> **Exercise objective**
Count the lines in the records beneath this task that contain the string "service", then give the count by itself.

> **Input**
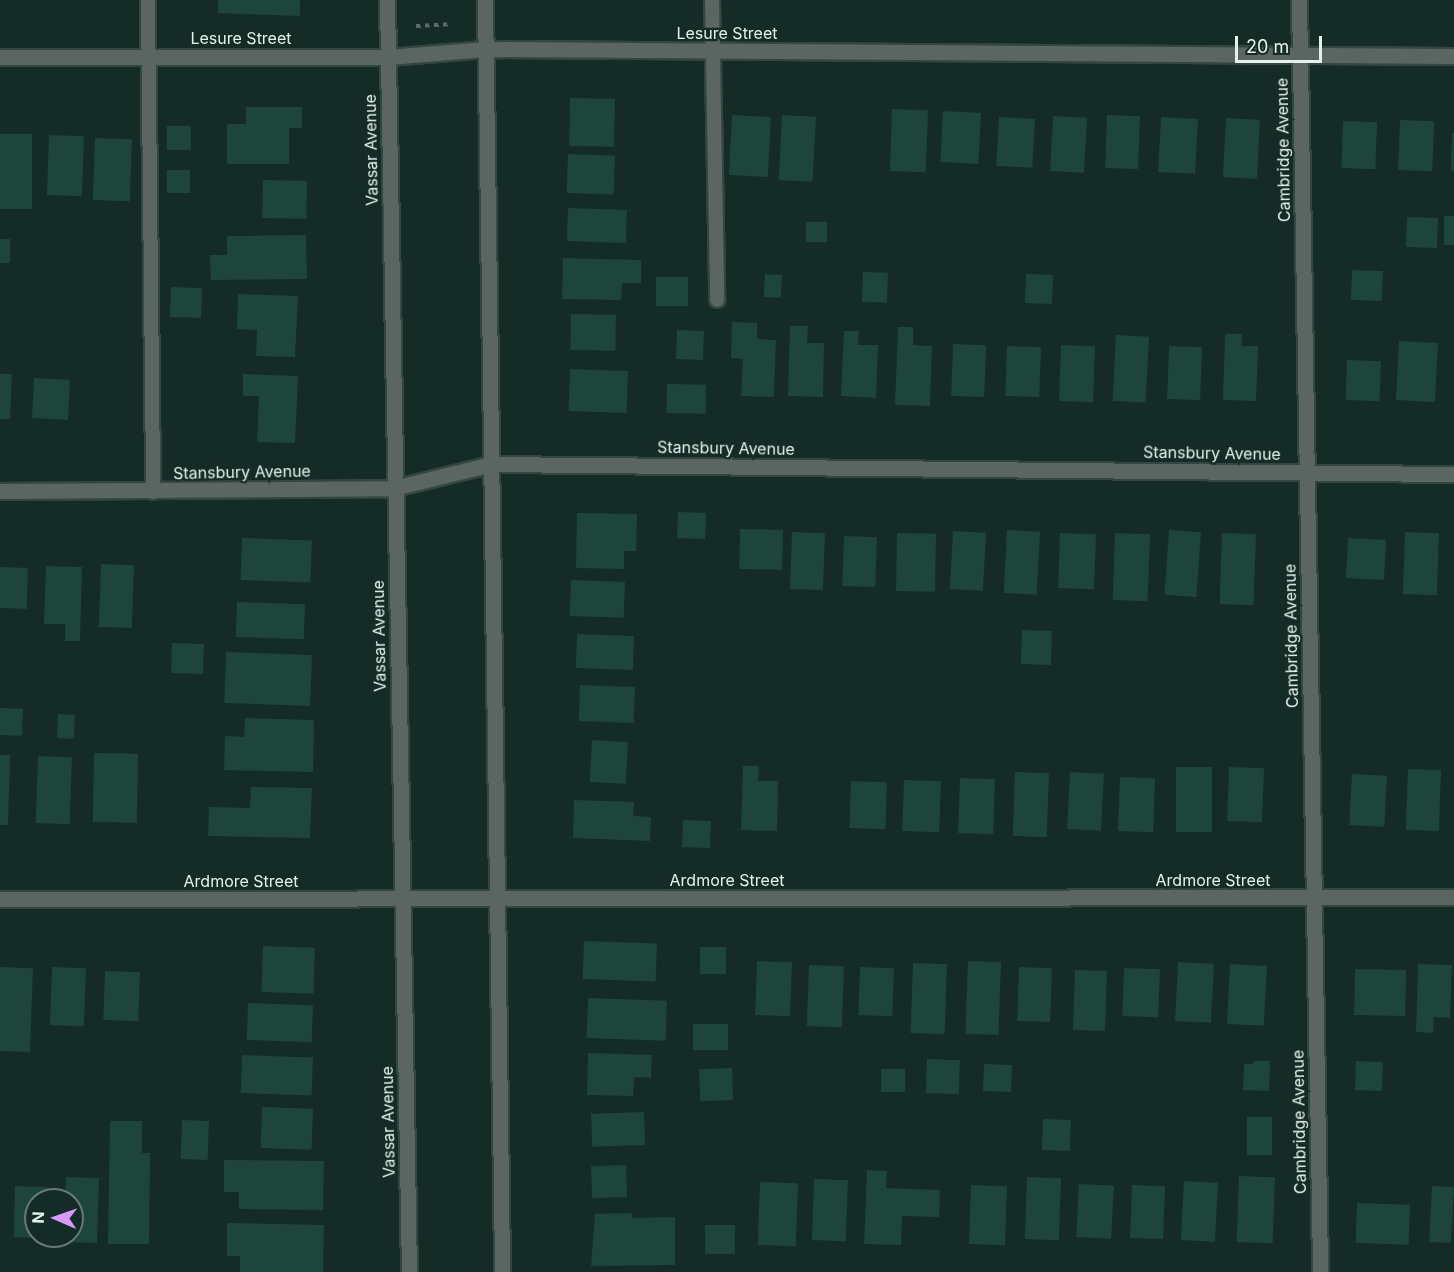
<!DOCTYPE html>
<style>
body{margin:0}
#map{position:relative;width:1454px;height:1272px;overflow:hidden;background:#152b26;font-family:Inter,sans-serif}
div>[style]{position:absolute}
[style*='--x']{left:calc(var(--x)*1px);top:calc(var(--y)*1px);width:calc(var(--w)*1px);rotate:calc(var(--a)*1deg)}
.building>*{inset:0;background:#1d453c;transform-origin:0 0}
.path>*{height:4px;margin-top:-2px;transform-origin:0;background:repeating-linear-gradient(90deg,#5a6d68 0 4.5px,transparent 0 9px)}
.roads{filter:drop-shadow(2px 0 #324742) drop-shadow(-2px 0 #324742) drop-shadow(0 2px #324742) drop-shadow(0 -2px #324742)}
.service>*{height:14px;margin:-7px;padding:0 7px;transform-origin:7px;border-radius:7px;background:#5b6663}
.minor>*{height:15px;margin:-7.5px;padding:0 7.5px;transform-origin:7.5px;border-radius:7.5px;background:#5b6663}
.tertiary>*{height:15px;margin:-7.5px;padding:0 7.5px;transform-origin:7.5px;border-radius:7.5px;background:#5b6663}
span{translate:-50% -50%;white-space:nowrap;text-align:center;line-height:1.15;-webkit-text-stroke:4.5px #152b26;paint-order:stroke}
.street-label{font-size:16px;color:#e4f1ed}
.north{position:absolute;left:24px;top:1188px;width:60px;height:60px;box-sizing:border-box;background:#152b26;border:2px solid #687a76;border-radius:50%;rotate:272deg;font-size:16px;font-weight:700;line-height:24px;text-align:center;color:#e4f1ed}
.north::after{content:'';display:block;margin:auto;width:21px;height:27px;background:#d69bfa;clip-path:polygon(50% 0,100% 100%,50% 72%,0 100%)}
.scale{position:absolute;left:1235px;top:36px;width:87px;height:27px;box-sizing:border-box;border:3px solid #e4f1ed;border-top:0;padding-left:8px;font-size:18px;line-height:21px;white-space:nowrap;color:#e4f1ed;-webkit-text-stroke:4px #152b26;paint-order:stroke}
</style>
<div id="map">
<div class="building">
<i style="clip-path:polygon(218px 0,300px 0,300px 16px,218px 13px)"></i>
<i style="left:570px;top:98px;width:45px;height:48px;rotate:1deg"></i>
<i style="clip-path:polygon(246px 107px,302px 107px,302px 128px,289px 128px,289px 164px,227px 164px,227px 124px,246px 124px)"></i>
<i style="left:892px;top:109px;width:36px;height:62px;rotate:2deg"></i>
<i style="left:943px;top:111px;width:38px;height:51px;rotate:3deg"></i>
<i style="left:732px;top:115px;width:39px;height:60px;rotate:3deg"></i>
<i style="left:782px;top:115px;width:34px;height:65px;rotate:3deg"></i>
<i style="left:1107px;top:115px;width:33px;height:53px;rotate:2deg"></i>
<i style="left:1053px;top:116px;width:34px;height:55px;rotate:3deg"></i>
<i style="left:999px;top:117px;width:36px;height:49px;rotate:3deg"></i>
<i style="left:1161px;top:117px;width:37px;height:55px;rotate:3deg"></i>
<i style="left:1226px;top:118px;width:34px;height:59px;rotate:3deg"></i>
<i style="left:1400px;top:120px;width:34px;height:50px;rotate:2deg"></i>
<i style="left:1343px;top:121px;width:34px;height:47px;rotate:2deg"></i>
<i style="left:167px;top:126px;width:24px;height:24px"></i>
<i style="clip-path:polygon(1452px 133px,1454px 133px,1454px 171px,1451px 170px)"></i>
<i style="left:0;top:134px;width:32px;height:75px"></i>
<i style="left:49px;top:135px;width:35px;height:60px;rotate:2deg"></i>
<i style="left:95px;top:138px;width:37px;height:62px;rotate:2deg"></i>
<i style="left:568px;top:154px;width:47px;height:39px;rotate:2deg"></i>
<i style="left:167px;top:170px;width:23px;height:23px"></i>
<i style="left:263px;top:180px;width:44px;height:38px;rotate:1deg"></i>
<i style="left:568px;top:208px;width:59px;height:33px;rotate:2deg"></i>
<i style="left:1444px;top:216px;width:10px;height:29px"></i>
<i style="left:1407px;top:217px;width:31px;height:30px;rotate:2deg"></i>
<i style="left:806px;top:222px;width:21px;height:20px"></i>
<i style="clip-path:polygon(306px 235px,307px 279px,211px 280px,210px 255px,227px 255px,227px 236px)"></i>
<i style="left:0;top:239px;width:10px;height:24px"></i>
<i style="clip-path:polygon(563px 258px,641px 260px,641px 283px,622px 283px,621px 300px,562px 299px)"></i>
<i style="left:1352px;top:270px;width:31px;height:30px;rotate:2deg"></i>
<i style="left:863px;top:272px;width:25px;height:30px;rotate:2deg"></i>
<i style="left:765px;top:274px;width:17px;height:23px;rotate:3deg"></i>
<i style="left:1026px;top:274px;width:27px;height:29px;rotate:2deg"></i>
<i style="left:688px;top:277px;width:29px;height:32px;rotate:90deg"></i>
<i style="left:171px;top:287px;width:31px;height:30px;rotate:2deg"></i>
<i style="clip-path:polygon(238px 294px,298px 296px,295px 357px,256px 356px,257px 330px,237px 329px)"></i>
<i style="left:571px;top:314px;width:45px;height:36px;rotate:1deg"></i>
<i style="clip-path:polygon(732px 322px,757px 323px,757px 339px,776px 340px,774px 397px,741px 396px,743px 359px,731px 358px)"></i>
<i style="clip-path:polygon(790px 326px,808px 326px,807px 343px,824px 343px,823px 397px,788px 396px)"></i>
<i style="clip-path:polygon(898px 327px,913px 327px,913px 345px,932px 346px,930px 406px,895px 405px)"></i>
<i style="left:677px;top:330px;width:27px;height:29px;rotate:2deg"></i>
<i style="clip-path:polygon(844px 331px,859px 331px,858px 345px,878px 345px,876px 398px,841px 396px)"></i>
<i style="clip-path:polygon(1225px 334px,1242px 334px,1241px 346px,1258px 346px,1256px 401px,1223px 400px)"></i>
<i style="left:1116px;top:335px;width:33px;height:66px;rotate:3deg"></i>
<i style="left:1399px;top:341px;width:39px;height:59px;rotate:3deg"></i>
<i style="left:953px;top:344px;width:33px;height:52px;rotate:2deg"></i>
<i style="left:1061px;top:345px;width:34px;height:56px;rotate:2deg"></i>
<i style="left:1007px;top:346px;width:34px;height:50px;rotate:2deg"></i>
<i style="left:1169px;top:346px;width:33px;height:53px;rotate:2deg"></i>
<i style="left:1347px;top:360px;width:34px;height:40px;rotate:2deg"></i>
<i style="left:570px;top:369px;width:58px;height:42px;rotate:2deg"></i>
<i style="clip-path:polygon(0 374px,12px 374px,10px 419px,0 419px)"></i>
<i style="clip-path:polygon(243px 374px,298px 376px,295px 443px,257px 442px,259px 396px,243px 396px)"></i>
<i style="left:34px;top:378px;width:36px;height:40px;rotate:3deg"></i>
<i style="left:667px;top:384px;width:39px;height:29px;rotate:1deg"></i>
<i style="left:678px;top:512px;width:28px;height:26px;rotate:2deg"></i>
<i style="clip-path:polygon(577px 513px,637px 514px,636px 551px,624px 551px,624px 569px,576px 568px)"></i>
<i style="left:740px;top:529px;width:43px;height:40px;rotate:1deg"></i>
<i style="left:1007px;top:530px;width:33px;height:63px;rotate:3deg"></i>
<i style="left:1169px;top:530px;width:32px;height:65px;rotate:4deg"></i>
<i style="left:953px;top:531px;width:33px;height:58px;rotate:3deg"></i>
<i style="left:792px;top:532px;width:33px;height:57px;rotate:2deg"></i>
<i style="left:1405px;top:532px;width:34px;height:62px;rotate:2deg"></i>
<i style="left:897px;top:533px;width:39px;height:58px;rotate:1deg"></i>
<i style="left:1060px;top:533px;width:36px;height:55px;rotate:2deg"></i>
<i style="left:1115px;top:533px;width:35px;height:67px;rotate:2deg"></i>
<i style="left:1222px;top:533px;width:34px;height:71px;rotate:2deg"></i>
<i style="left:844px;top:536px;width:33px;height:50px;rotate:2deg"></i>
<i style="left:242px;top:538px;width:70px;height:42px;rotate:2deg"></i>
<i style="left:1348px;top:538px;width:38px;height:40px;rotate:3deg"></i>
<i style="left:101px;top:564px;width:33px;height:63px;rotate:2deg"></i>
<i style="clip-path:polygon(46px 566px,82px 567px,80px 641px,65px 641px,65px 624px,44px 624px)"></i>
<i style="left:0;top:567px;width:28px;height:41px;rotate:2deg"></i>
<i style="left:571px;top:580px;width:54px;height:36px;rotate:2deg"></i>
<i style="left:237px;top:602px;width:68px;height:35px;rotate:2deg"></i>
<i style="left:1022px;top:630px;width:30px;height:34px;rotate:2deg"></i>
<i style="left:577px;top:634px;width:57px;height:34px;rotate:2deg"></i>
<i style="left:172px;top:643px;width:32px;height:30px;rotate:2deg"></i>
<i style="left:226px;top:652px;width:86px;height:51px;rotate:2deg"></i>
<i style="left:580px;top:685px;width:55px;height:36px;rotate:2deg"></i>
<i style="left:0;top:708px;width:23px;height:27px;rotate:2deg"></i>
<i style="left:58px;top:714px;width:17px;height:24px;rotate:3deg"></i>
<i style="clip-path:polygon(245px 718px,314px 720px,313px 772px,224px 770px,225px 736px,244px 737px)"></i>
<i style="left:592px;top:740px;width:36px;height:42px;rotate:3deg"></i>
<i style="left:94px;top:753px;width:44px;height:69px;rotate:1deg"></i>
<i style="clip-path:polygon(0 755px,10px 755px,8px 825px,0 825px)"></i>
<i style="left:38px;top:756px;width:34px;height:67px;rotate:2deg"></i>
<i style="clip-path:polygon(743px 766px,759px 766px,758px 781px,778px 781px,777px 831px,741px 830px)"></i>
<i style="left:1176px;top:767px;width:36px;height:65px"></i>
<i style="left:1229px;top:767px;width:35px;height:54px;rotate:2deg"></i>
<i style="left:1408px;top:769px;width:33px;height:61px;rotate:2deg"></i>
<i style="left:1015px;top:772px;width:34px;height:64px;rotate:2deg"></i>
<i style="left:1070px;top:772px;width:34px;height:57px;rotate:3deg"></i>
<i style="left:1352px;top:774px;width:35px;height:51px;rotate:3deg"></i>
<i style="left:1120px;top:777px;width:35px;height:54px;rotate:2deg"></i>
<i style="left:960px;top:778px;width:35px;height:55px;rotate:2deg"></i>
<i style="left:904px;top:780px;width:37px;height:51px;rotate:2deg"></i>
<i style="left:851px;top:781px;width:36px;height:47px;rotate:2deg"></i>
<i style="clip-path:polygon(251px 787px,312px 788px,310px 838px,208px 836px,209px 807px,250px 808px)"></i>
<i style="clip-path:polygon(574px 800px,634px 802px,633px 816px,651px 817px,650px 841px,573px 838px)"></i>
<i style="left:683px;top:820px;width:28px;height:27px;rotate:2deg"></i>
<i style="left:584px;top:941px;width:73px;height:38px;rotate:2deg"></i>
<i style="left:263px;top:946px;width:52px;height:46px;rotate:2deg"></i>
<i style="left:726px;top:947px;width:27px;height:26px;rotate:90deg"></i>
<i style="left:757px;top:961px;width:35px;height:54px;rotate:2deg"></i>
<i style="left:968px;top:961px;width:33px;height:73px;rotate:2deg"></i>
<i style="left:1178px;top:962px;width:36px;height:59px;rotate:3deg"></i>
<i style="left:913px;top:963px;width:34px;height:70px;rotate:2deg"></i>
<i style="left:1230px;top:964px;width:37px;height:60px;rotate:3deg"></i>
<i style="clip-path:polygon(1418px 964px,1452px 965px,1450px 1018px,1434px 1017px,1433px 1033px,1416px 1032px)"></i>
<i style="left:809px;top:965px;width:35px;height:61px;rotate:2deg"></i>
<i style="left:0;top:967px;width:33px;height:84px;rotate:2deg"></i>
<i style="left:52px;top:967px;width:34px;height:58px;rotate:2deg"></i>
<i style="left:860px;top:967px;width:34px;height:48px;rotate:2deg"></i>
<i style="left:1019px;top:967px;width:33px;height:54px;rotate:2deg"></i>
<i style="left:1124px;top:968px;width:36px;height:48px;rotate:2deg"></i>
<i style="left:1355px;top:969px;width:51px;height:46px;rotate:1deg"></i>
<i style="left:1075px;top:970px;width:32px;height:60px;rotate:2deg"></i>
<i style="left:105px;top:971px;width:35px;height:49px;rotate:2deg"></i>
<i style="left:588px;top:998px;width:79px;height:40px;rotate:2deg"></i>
<i style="left:248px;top:1003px;width:65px;height:37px;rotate:2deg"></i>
<i style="left:728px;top:1024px;width:26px;height:35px;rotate:90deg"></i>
<i style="clip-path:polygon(588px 1053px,652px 1055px,651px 1078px,634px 1077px,633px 1096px,587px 1095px)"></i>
<i style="left:242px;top:1055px;width:71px;height:38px;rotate:2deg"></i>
<i style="left:927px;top:1059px;width:33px;height:34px;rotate:2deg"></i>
<i style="clip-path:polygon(1253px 1061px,1270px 1061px,1269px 1091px,1243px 1090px,1244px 1064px,1253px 1064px)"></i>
<i style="left:1356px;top:1061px;width:27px;height:29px;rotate:2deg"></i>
<i style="left:984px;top:1064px;width:28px;height:27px;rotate:2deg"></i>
<i style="left:732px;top:1068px;width:32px;height:33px;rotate:88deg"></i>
<i style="left:881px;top:1069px;width:24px;height:23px"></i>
<i style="left:262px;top:1107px;width:51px;height:41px;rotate:2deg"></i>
<i style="left:644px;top:1112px;width:33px;height:53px;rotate:88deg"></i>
<i style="left:1247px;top:1117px;width:25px;height:38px"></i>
<i style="left:1043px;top:1119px;width:28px;height:31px;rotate:2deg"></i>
<i style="left:182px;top:1120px;width:27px;height:39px;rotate:2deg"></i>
<i style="clip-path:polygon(110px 1121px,142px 1121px,142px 1153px,150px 1153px,149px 1244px,108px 1244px)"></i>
<i style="clip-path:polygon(224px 1160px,324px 1161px,323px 1210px,239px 1209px,239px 1192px,224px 1192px)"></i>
<i style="left:626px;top:1165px;width:32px;height:35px;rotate:88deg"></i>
<i style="clip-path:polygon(867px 1170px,887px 1171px,886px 1188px,940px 1190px,939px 1217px,902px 1216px,901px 1245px,864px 1244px)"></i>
<i style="left:1239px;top:1176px;width:36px;height:66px;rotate:2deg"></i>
<i style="clip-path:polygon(66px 1177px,99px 1178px,97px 1243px,63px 1242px,64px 1236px,72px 1236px,72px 1200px,65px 1200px)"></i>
<i style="left:1027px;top:1177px;width:34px;height:62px;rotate:2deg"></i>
<i style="left:814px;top:1179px;width:34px;height:61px;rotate:2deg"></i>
<i style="left:1184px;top:1181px;width:34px;height:59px;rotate:3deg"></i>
<i style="left:760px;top:1182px;width:38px;height:63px;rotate:2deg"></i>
<i style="left:1079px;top:1184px;width:35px;height:53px;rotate:3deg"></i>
<i style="left:971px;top:1185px;width:36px;height:59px;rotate:2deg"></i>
<i style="left:1132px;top:1185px;width:33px;height:53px;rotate:2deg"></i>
<i style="clip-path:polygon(15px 1186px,48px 1187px,47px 1200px,36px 1200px,36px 1238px,14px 1237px)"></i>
<i style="left:1432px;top:1186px;width:22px;height:56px;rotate:3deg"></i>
<i style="left:1357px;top:1203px;width:53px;height:40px;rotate:2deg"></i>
<i style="clip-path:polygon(632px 1213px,632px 1218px,675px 1217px,675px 1265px,591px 1266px,595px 1214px)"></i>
<i style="clip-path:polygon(227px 1223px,324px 1225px,323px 1272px,240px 1272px,240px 1256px,227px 1256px)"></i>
<i style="left:705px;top:1225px;width:30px;height:29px"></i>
</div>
<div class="path">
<i style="--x:416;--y:26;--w:33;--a:-3"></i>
</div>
<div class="roads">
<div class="service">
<i style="--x:148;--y:0;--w:492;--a:89.4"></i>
<i style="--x:712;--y:0;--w:300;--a:89"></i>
</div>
<div class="minor">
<i style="--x:1299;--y:0;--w:1272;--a:89.05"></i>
<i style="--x:0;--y:57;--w:388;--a:0"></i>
<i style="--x:388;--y:57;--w:98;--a:-4.7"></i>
<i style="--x:486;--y:49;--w:968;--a:0.41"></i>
<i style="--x:0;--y:491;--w:394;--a:-0.4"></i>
<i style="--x:394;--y:488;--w:101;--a:-13.8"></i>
<i style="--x:492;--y:464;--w:962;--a:0.6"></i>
<i style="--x:0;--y:899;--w:1454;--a:-0.08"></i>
</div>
<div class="tertiary">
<i style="--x:387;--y:0;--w:1272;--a:89.01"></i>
<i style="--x:485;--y:0;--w:1272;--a:89.23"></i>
</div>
</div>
<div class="street-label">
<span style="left:727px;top:33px">Lesure Street</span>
<span style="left:241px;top:38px">Lesure Street</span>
<span style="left:371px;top:150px;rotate:-91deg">Vassar Avenue</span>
<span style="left:1283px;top:150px;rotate:-91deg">Cambridge Avenue</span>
<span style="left:726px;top:448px;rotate:1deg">Stansbury Avenue</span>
<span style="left:1212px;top:453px;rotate:1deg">Stansbury Avenue</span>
<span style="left:242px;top:472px;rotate:-1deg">Stansbury Avenue</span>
<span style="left:379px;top:636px;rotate:-91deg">Vassar Avenue</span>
<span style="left:1291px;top:636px;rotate:-91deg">Cambridge Avenue</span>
<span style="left:727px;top:880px">Ardmore Street</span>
<span style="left:1213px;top:880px">Ardmore Street</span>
<span style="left:241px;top:881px">Ardmore Street</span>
<span style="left:388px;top:1122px;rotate:-91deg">Vassar Avenue</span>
<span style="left:1299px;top:1122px;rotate:-91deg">Cambridge Avenue</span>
</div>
<div class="north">N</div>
<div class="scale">20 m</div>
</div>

> **Solved exercise**
2